What to produce:
Every line below must be copied as written, except for pictures.

Collected data:
________________

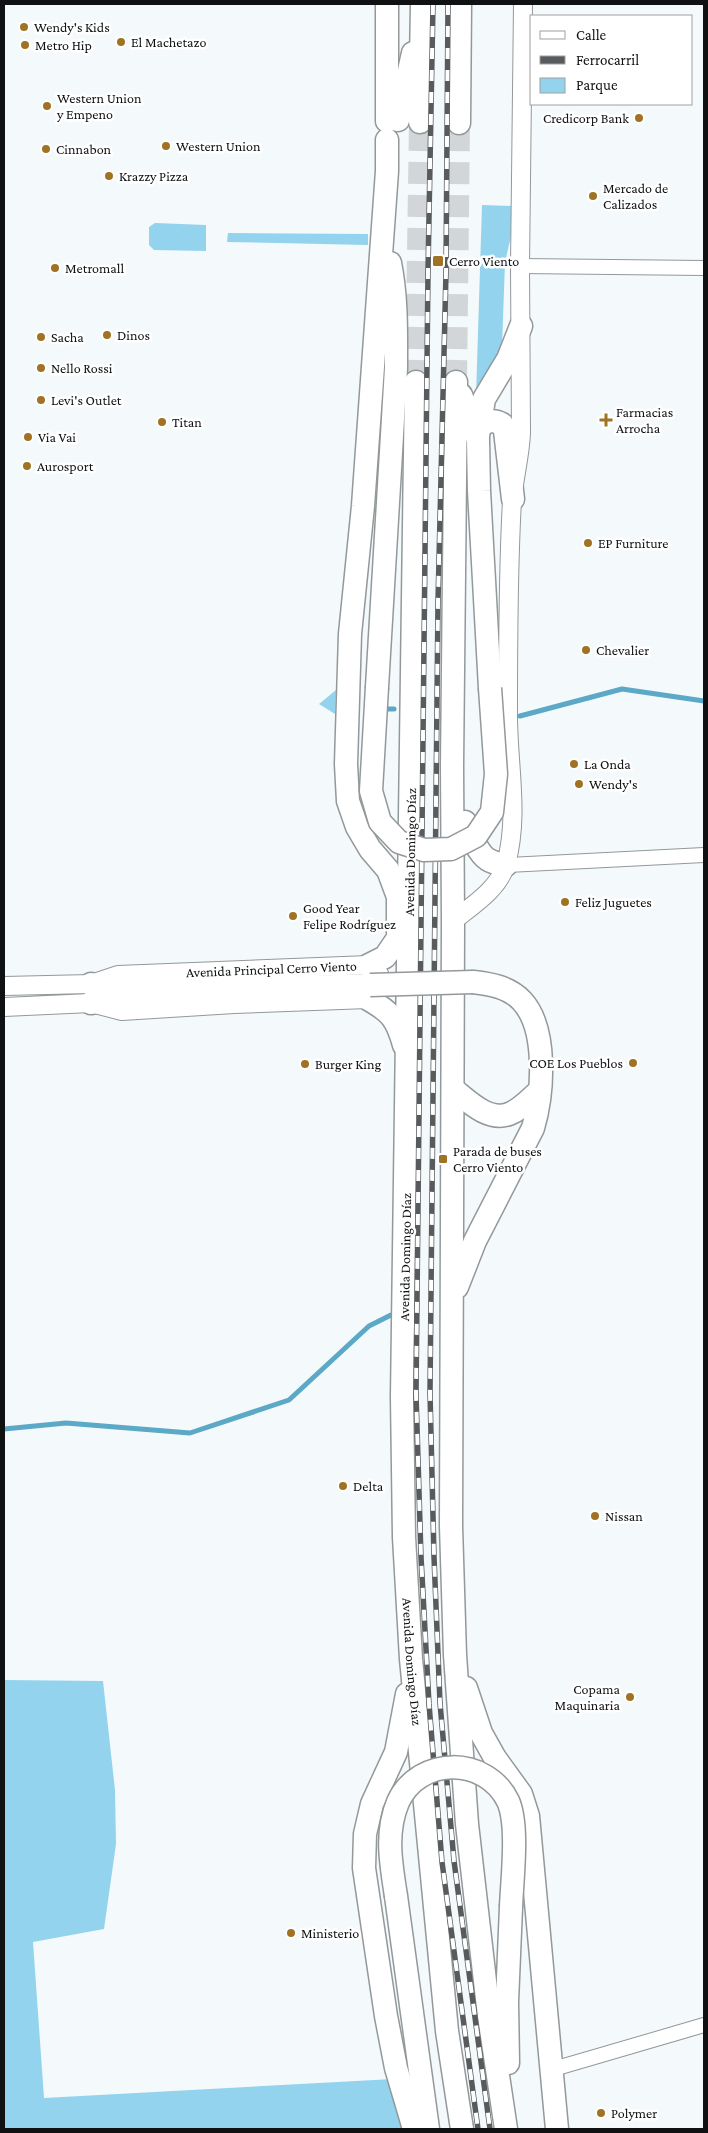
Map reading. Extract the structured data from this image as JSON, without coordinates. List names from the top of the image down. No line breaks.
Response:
{"streets":{"main road":["Avenida Domingo Díaz"],"street":["Avenida Principal Cerro Viento"]},"places":{"other":["Wendy's Kids","El Machetazo","Metro Hip","Western Union y Empeno","Credicorp Bank","Western Union","Cinnabon","Krazzy Pizza","Mercado de Calizados","Metromall","Dinos","Sacha","Nello Rossi","Levi's Outlet","Titan","Via Vai","Aurosport","EP Furniture","Chevalier","La Onda","Wendy's","Feliz Juguetes","Good Year Felipe Rodríguez","COE Los Pueblos","Burger King","Delta","Nissan","Copama Maquinaria","Ministerio","Polymer"],"transit":["Cerro Viento","Parada de buses Cerro Viento"],"health":["Farmacias Arrocha"]},"legend":["Calle","Ferrocarril","Parque"]}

________________

Expected answer:
Map reading. Extract the structured data from this image as JSON, without coordinates. List names from the top of the image down. No line breaks.
Response:
{"streets":{"main road":["Avenida Domingo Díaz"],"street":["Avenida Principal Cerro Viento"]},"places":{"other":["Wendy's Kids","El Machetazo","Metro Hip","Western Union y Empeno","Credicorp Bank","Western Union","Cinnabon","Krazzy Pizza","Mercado de Calizados","Metromall","Dinos","Sacha","Nello Rossi","Levi's Outlet","Titan","Via Vai","Aurosport","EP Furniture","Chevalier","La Onda","Wendy's","Feliz Juguetes","Good Year Felipe Rodríguez","COE Los Pueblos","Burger King","Delta","Nissan","Copama Maquinaria","Ministerio","Polymer"],"transit":["Cerro Viento","Parada de buses Cerro Viento"],"health":["Farmacias Arrocha"]},"legend":["Calle","Ferrocarril","Parque"]}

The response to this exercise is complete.